Other uses for nut flours

  • Added to pancakes, like these Banana and Walnut Pancakes for texture, taste and extra protein.
  • A delicious substitute for breadcrumbs in meatloaves or meatballs like in the below Pork Crackling Lemon Fennel Meatballs.
  • Thickener and flavour enhancer in curries.
  • Finely milled almond flour is particularly excellent as a coating in these Best Gluten-Free Chicken Schnitzel
  • To make a gluten-free cheesecake base grind your chosen nuts up with butter, sugar and some gluten-free flour then press into a springform cake tin and refrigerate to achieve a tasty base to rival digestive biscuits.
  • Nut flours are also brilliant in crumble or streusel toppings to add crunch and flavour.

How to use almond flour/meal

Ground almonds or almond flour are commonly found in recipes for macaroons, friands or financiers, frangipane, bakewell tarts and polenta cakes.

Commercially bought ground almonds can be quite tasteless so are useful when you don’t want an overpowering nut taste to your baking.

Also goes with: stone fruits, berries, lemon, orange, vanilla, pear, apples, pomegranate, cinnamon, cardamom, ginger, nutmeg, tahini, honey, rose, ricotta, thyme

Recipes using Almond Flour or Ground Almonds

How to use pecan meal

Wonderful in autumn baking.

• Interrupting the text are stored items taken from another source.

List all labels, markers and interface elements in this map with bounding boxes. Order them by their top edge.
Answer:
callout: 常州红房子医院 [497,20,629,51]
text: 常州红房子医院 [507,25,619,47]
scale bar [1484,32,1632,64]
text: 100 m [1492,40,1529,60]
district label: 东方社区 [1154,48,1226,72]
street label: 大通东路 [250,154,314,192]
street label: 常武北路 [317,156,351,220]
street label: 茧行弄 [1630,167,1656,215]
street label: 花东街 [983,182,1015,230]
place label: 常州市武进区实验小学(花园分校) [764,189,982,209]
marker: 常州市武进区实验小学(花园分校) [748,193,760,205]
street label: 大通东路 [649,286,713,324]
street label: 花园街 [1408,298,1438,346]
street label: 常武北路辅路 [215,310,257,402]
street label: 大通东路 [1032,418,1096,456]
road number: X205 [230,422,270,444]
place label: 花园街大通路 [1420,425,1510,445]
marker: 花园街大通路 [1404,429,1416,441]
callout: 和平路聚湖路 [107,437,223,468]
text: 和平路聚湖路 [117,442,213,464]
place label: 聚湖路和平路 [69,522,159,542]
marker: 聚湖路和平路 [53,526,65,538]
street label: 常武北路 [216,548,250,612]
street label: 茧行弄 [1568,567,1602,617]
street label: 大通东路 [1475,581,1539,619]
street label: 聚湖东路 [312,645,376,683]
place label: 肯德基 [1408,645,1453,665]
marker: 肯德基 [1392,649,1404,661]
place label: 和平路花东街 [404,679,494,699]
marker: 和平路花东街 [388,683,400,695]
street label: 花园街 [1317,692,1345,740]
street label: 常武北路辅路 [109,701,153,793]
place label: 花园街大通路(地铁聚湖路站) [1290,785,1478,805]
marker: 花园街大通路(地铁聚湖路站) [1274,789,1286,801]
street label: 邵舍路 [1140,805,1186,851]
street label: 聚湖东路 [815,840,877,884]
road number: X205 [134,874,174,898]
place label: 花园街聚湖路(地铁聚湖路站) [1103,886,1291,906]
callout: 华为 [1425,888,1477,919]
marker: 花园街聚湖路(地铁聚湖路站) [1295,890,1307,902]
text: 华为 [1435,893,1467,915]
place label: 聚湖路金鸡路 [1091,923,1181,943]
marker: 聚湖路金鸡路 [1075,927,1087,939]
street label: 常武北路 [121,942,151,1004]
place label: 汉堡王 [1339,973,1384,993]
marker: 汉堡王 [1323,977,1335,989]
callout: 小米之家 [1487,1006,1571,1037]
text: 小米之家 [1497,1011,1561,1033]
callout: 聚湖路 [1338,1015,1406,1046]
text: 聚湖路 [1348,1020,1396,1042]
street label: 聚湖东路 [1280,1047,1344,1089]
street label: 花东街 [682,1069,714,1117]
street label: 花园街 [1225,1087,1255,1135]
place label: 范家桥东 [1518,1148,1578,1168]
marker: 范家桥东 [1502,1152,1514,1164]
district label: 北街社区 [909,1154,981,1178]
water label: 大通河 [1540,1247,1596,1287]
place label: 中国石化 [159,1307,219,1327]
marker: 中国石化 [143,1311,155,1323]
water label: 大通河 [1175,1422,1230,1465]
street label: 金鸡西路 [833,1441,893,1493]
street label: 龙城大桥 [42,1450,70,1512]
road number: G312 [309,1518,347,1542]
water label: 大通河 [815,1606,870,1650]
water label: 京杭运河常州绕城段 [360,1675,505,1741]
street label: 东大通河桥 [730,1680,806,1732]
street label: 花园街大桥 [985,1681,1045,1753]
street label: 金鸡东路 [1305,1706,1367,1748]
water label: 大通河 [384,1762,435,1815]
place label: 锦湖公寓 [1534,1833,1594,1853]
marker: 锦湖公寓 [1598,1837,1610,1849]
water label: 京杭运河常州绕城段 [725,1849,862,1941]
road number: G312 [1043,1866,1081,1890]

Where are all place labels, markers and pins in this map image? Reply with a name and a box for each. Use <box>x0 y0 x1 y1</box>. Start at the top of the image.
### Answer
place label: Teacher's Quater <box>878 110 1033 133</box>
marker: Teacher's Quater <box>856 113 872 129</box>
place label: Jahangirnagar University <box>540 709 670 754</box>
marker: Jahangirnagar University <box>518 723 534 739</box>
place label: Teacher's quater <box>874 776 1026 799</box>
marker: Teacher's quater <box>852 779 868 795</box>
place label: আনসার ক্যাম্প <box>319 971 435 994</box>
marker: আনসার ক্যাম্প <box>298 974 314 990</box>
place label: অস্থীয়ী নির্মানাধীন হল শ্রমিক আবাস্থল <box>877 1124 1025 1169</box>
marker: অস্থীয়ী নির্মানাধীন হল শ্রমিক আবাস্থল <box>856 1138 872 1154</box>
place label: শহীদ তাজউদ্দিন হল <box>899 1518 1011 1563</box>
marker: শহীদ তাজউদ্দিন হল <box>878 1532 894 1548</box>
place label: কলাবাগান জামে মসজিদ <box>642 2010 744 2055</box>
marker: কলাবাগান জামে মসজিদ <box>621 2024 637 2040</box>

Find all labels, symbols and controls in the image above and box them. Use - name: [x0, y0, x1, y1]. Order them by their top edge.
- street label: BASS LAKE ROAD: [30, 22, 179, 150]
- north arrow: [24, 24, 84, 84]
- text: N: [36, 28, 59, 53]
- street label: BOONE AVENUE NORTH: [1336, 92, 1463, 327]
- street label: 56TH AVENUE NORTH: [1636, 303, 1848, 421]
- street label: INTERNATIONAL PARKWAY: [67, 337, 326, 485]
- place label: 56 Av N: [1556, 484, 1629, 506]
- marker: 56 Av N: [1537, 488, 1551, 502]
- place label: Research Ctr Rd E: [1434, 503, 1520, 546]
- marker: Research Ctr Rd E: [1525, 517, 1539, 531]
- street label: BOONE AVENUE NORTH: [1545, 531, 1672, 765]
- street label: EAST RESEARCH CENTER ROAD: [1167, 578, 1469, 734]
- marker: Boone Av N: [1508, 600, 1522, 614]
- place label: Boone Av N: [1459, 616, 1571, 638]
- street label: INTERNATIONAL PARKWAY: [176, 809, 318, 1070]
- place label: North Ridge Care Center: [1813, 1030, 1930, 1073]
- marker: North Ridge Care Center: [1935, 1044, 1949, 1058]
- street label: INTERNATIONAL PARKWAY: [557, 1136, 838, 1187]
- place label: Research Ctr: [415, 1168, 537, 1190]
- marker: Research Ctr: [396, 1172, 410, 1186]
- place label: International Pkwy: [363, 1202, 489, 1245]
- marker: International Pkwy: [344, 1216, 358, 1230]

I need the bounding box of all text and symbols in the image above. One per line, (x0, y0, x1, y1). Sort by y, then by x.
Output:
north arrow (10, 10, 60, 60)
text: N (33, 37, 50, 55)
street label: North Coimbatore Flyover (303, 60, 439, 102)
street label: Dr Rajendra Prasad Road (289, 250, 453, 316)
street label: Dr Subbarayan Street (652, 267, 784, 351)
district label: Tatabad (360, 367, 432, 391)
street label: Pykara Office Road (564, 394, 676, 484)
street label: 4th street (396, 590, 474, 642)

Pecans can be very oily so watch this one if you are blending yourself.

Gluten-Free Flour: Pecan Meal

Also goes with: apples, pears, coffee, caramel, bananas, carrots, squash, sweet potatoes, chocolate, sultanas, dates, maple, pumpkin, cinnamon, cloves, ginger, star anise, nutmeg, vanilla

This Pecan Butterscotch Latte Cake is an excellent place to start:

How to use walnut meal

Walnuts can be a little bitter so use this nut flour sparingly. Beautiful in brownies or financiers where only a little flour is needed in the recipe.

Gluten-Free Flour: Walnut Meal

Also goes with: apples, coffee, carrots, banana, chocolate, dates, squash, sweet potatoes, maple, cardamom, cinnamon, ginger, goats cheese, cheddar, stilton

Try this amazing Gluten-Free Coffee and Walnut Cake which uses ground walnuts for the base of the sponge.

How to use hazelnut meal

This is a particularly distinctive flour with a rich buttery taste.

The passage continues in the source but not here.